Activity – In the records below, tally the lines that contain the word "note" and give only that number.

Supplied material –

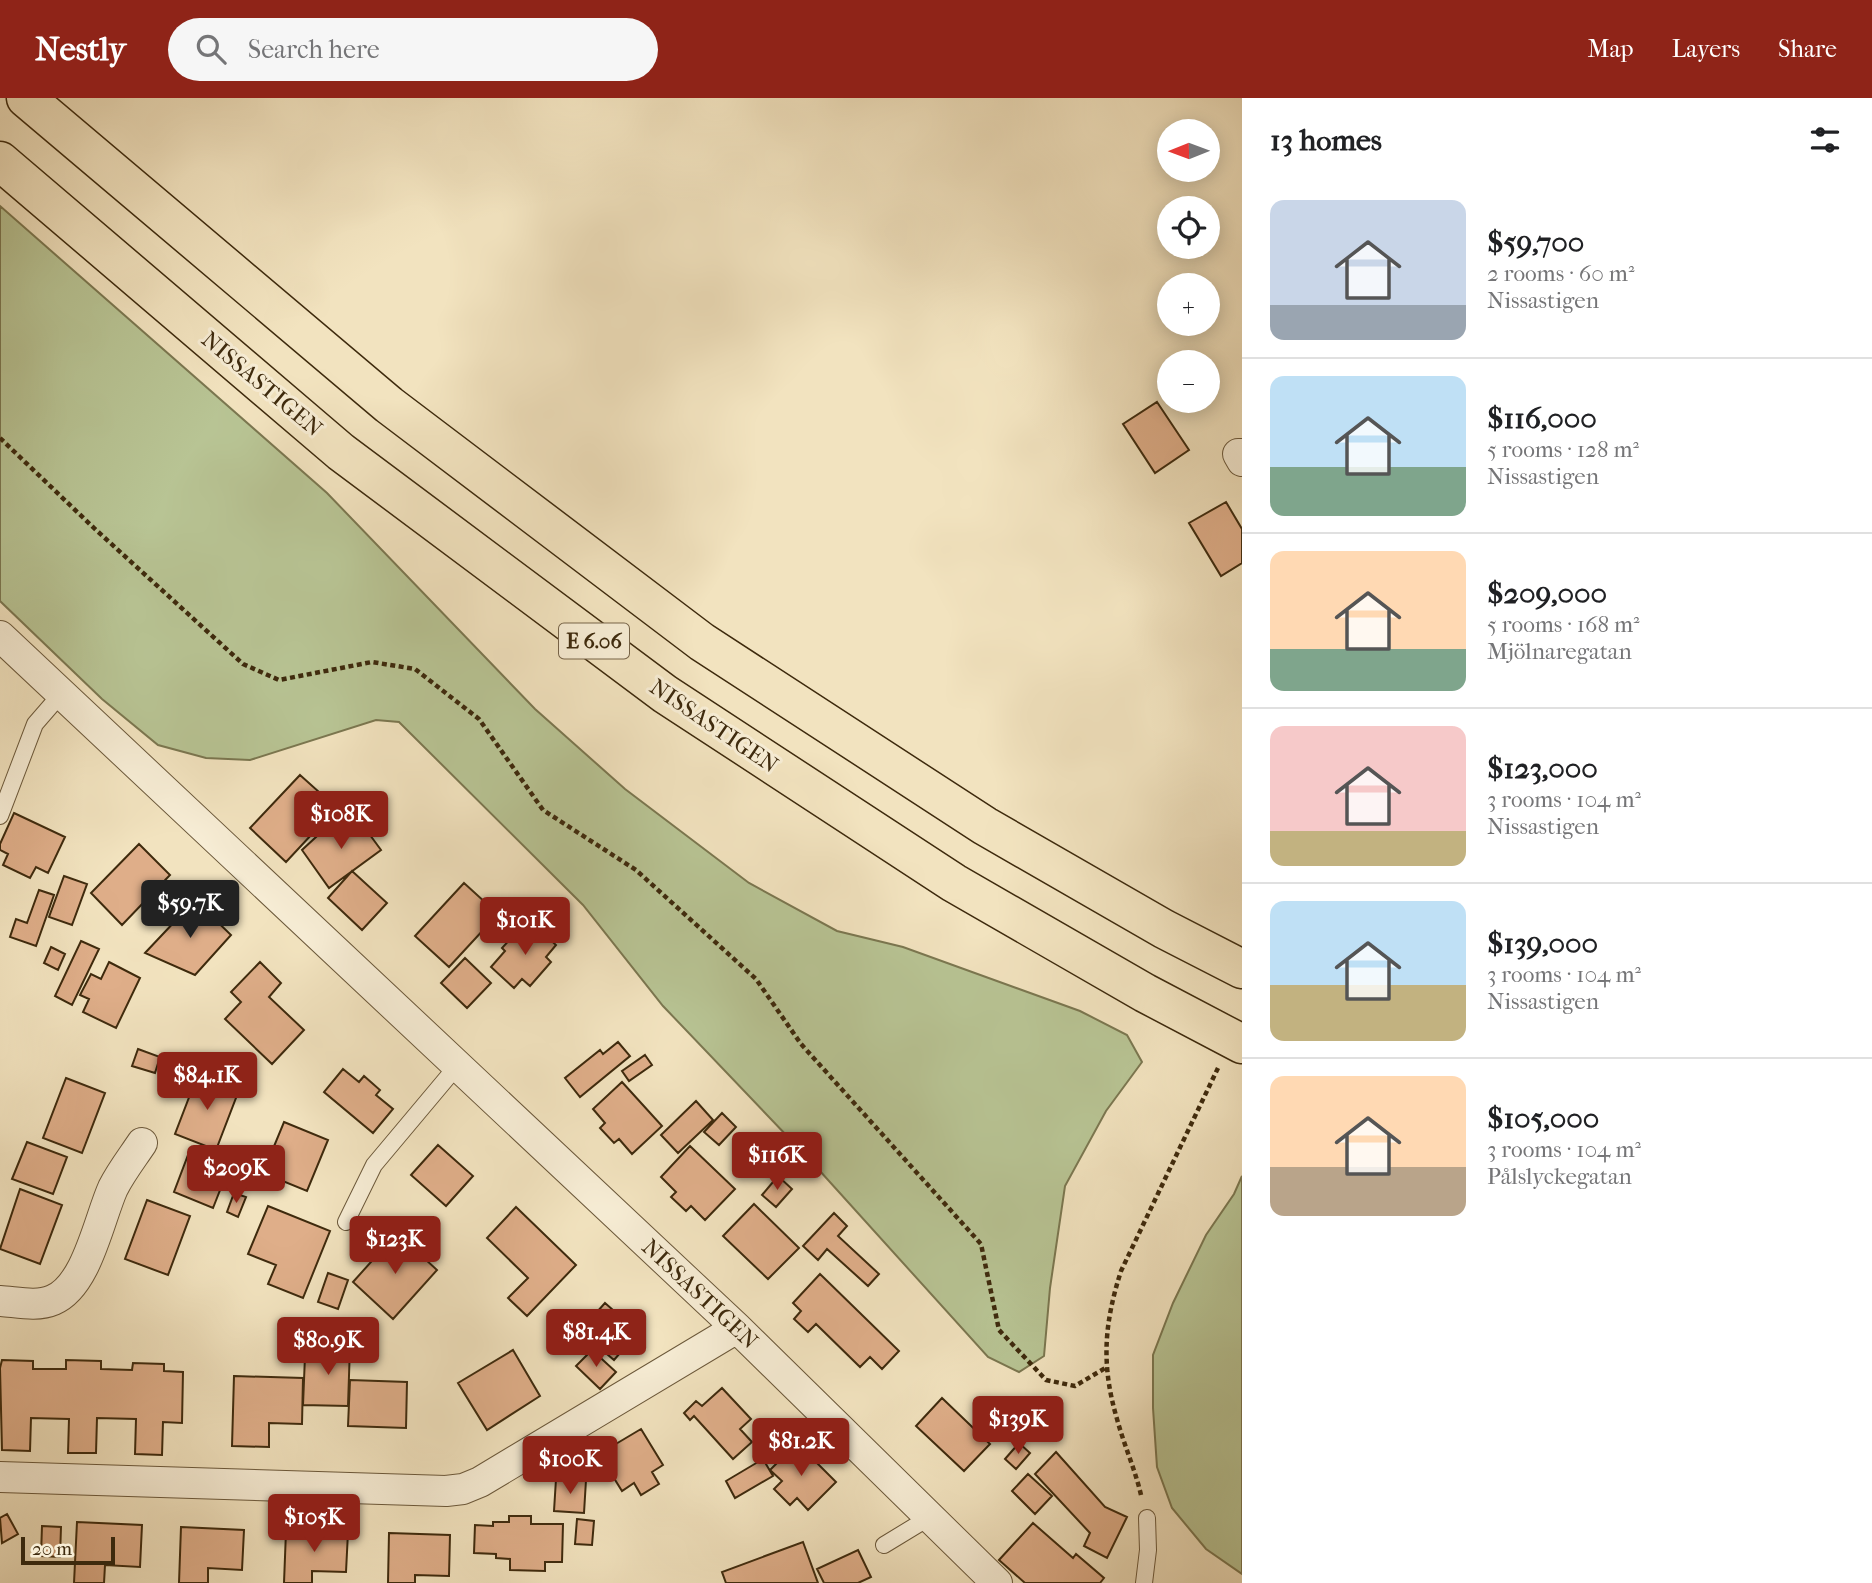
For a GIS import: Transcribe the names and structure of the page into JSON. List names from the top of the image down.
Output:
{
  "streets": {
    "highway": ["NISSASTIGEN", "E 6.06"]
  },
  "scale_bar": "20 m",
  "north": "left",
  "page": {
    "header": "Nestly",
    "search": "Search here",
    "nav": ["Map", "Layers", "Share"],
    "heading": "13 homes",
    "map_buttons": ["+", "−"],
    "list": [
      {
        "name": "$59,700",
        "note": "2 rooms · 60 m² · Nissastigen"
      },
      {
        "name": "$116,000",
        "note": "5 rooms · 128 m² · Nissastigen"
      },
      {
        "name": "$209,000",
        "note": "5 rooms · 168 m² · Mjölnaregatan"
      },
      {
        "name": "$123,000",
        "note": "3 rooms · 104 m² · Nissastigen"
      },
      {
        "name": "$139,000",
        "note": "3 rooms · 104 m² · Nissastigen"
      },
      {
        "name": "$105,000",
        "note": "3 rooms · 104 m² · Pålslyckegatan"
      }
    ],
    "price": [
      "$108K",
      "$59.7K",
      "$101K",
      "$84.1K",
      "$116K",
      "$209K",
      "$123K",
      "$81.4K",
      "$80.9K",
      "$139K",
      "$81.2K",
      "$100K",
      "$105K"
    ],
    "scale": "20 m"
  }
}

Result for this exercise – 6